Institutional repositories have yet to build similar broad-based enthusiastic constituencies. Yet, many Open Access advocates believe that the decentralized approach of institutional repositories creates a more scalable system with a higher probability for long-term survival. The campaign to enact institutional deposit mandates hopes to jump start an Open Access virtuous cycle for all scholarly disciplines and all institutions. The risk of such a campaign is that it may backfire if scholars should experience Open Access as an obligation with few benefits. For long-term success, most scholars must perceive their compelled participation in Open Access as a positive experience.

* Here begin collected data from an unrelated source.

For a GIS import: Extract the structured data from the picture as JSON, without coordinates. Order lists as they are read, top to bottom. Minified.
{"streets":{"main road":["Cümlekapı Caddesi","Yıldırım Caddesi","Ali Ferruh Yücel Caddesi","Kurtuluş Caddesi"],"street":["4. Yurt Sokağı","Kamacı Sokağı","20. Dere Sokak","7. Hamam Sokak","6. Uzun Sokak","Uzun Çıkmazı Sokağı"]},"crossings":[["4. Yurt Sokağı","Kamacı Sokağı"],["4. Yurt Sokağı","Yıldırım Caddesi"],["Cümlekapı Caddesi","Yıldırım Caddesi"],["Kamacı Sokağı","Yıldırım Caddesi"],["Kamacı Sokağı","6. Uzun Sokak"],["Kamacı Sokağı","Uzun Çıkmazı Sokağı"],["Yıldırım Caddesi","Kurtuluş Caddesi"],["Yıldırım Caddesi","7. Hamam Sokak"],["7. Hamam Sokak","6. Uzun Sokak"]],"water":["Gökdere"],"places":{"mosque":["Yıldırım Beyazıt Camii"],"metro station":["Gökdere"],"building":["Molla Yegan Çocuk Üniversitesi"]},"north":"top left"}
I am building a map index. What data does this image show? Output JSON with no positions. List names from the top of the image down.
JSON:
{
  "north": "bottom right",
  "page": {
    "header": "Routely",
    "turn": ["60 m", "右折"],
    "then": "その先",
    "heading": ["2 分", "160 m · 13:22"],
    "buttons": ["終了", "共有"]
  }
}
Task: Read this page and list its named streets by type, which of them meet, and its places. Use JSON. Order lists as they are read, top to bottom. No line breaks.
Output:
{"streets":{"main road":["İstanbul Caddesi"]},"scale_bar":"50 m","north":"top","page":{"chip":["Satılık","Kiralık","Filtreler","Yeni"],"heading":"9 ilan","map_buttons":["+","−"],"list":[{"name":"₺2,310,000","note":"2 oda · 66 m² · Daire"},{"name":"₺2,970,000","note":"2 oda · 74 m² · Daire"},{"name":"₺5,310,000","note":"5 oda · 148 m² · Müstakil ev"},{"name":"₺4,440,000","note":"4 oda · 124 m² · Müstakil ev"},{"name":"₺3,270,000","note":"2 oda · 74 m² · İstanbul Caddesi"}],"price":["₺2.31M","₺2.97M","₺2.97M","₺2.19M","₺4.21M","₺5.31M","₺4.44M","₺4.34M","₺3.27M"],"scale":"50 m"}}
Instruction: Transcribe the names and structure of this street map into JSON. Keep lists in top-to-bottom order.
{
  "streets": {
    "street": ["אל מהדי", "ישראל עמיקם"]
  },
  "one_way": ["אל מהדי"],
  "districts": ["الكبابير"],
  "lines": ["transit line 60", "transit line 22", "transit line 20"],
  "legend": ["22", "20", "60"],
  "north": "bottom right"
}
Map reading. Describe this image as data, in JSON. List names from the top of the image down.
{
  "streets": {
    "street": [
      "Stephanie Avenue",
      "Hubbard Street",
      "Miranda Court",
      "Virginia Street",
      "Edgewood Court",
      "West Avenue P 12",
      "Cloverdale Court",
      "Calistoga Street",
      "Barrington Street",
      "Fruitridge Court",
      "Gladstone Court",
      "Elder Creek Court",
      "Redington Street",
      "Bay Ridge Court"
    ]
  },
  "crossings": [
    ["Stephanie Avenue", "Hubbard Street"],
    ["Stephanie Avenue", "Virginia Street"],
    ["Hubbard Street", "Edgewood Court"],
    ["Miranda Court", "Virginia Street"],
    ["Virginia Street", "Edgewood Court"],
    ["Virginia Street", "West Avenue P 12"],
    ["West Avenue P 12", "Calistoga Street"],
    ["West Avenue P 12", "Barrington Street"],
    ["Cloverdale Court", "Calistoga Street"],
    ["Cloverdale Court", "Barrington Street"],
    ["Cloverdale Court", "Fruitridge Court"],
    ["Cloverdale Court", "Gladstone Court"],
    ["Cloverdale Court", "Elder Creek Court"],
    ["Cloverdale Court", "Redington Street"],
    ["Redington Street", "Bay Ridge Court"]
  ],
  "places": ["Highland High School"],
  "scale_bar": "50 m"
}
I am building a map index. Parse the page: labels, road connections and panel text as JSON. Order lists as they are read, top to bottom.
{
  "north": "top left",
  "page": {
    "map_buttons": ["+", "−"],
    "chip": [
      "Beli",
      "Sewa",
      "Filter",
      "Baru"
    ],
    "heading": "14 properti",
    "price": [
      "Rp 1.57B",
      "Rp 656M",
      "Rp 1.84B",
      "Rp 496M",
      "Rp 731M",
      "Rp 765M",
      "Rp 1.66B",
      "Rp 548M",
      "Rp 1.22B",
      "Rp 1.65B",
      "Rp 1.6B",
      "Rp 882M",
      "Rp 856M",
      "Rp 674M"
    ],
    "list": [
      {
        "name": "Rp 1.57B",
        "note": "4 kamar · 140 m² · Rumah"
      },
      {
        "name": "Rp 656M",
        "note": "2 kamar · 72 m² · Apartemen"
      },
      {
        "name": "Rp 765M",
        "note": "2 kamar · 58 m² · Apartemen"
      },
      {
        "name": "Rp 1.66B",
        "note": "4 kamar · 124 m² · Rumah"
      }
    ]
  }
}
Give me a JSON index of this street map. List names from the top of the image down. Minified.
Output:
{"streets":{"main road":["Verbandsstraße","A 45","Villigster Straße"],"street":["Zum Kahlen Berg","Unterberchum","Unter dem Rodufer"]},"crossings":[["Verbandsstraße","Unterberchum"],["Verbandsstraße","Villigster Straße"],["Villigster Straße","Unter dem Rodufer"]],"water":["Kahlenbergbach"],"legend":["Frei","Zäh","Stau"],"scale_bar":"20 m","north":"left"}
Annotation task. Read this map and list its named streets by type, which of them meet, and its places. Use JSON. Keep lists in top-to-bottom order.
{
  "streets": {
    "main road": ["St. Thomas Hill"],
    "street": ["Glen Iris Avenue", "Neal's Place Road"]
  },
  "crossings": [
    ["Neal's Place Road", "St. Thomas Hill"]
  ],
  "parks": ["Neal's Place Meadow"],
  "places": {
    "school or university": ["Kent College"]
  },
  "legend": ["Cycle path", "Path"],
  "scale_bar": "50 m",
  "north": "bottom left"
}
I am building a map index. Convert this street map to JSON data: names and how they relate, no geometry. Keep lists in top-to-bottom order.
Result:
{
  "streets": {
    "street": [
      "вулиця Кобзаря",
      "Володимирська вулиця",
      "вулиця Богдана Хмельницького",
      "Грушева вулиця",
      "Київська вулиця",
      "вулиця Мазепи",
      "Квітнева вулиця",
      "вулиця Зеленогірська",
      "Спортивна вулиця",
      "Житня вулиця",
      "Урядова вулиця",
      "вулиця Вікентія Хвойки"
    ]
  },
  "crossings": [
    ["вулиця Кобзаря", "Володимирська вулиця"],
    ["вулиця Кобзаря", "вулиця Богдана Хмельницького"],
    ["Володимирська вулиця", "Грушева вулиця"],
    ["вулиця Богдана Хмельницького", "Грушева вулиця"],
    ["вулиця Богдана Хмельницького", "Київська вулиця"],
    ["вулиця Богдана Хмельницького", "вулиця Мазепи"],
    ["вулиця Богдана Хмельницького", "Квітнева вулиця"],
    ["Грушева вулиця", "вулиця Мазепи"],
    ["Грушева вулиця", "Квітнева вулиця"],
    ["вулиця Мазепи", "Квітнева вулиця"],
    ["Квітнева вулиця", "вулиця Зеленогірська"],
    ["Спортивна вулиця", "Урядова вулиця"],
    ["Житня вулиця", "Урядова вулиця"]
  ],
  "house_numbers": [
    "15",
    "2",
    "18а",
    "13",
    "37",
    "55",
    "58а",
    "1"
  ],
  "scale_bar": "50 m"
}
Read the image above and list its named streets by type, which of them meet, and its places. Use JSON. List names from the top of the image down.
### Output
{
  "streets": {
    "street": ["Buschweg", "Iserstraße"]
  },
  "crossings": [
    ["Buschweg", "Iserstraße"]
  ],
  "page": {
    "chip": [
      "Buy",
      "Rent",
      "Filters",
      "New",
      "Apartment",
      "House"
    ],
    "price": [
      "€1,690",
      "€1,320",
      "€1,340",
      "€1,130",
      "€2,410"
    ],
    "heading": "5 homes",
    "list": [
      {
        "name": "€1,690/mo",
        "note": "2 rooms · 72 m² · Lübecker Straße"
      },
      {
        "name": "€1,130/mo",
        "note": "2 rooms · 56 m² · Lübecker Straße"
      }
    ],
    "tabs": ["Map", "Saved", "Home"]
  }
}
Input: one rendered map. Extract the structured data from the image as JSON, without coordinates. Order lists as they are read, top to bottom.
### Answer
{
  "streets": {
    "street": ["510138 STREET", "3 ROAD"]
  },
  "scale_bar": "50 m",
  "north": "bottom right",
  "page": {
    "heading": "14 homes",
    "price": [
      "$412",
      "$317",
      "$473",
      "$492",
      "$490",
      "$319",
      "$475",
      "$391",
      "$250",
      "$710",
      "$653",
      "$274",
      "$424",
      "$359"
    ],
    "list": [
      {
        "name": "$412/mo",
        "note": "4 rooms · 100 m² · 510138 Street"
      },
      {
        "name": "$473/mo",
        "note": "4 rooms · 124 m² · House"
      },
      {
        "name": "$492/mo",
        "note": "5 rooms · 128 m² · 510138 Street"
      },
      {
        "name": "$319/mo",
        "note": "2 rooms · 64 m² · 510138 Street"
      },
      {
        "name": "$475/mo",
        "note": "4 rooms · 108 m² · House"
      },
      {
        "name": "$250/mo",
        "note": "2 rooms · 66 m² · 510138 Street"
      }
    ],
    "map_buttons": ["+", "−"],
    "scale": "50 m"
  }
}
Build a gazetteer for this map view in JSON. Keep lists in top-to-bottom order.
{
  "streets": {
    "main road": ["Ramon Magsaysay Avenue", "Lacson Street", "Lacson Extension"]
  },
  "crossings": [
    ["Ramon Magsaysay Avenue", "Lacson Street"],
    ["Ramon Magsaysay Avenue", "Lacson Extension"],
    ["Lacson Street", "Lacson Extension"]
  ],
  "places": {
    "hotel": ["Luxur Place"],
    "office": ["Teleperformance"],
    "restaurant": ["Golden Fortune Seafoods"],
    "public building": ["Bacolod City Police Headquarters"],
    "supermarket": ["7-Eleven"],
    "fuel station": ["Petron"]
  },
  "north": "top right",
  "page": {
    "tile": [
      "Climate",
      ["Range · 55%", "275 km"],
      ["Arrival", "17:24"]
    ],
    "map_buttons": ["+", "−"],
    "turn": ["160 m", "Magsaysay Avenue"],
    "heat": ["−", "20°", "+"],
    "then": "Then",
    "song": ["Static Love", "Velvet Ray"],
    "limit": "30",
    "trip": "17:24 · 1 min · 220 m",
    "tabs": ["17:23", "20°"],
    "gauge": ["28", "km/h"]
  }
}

It is, therefore, crucial that repositories become essential scholarly resources, not dark archives to be opened only in case of emergency. The Open Archives Initiative (OAI) repository design provided what was thought to be the necessary architecture. Unfortunately, we are far from realizing its anticipated potential. The Protocol for Metadata Harvesting (OAI-PMH) allows service providers to harvest any metadata in any format, but most repositories provide only minimal Dublin Core metadata, a format in which most fields are optional and several are ambiguous. Extremely few repositories enable Object Reuse and Exchange (OAI-ORE), which allows for complex inter-repository services through the exchange of multimedia objects, not just metadata about them. As a result, OAI-enabled services are largely limited to the most elementary kind of searches, and even these often deliver unsatisfactory results, like metadata-only placeholder records for works restricted by copyright or other considerations.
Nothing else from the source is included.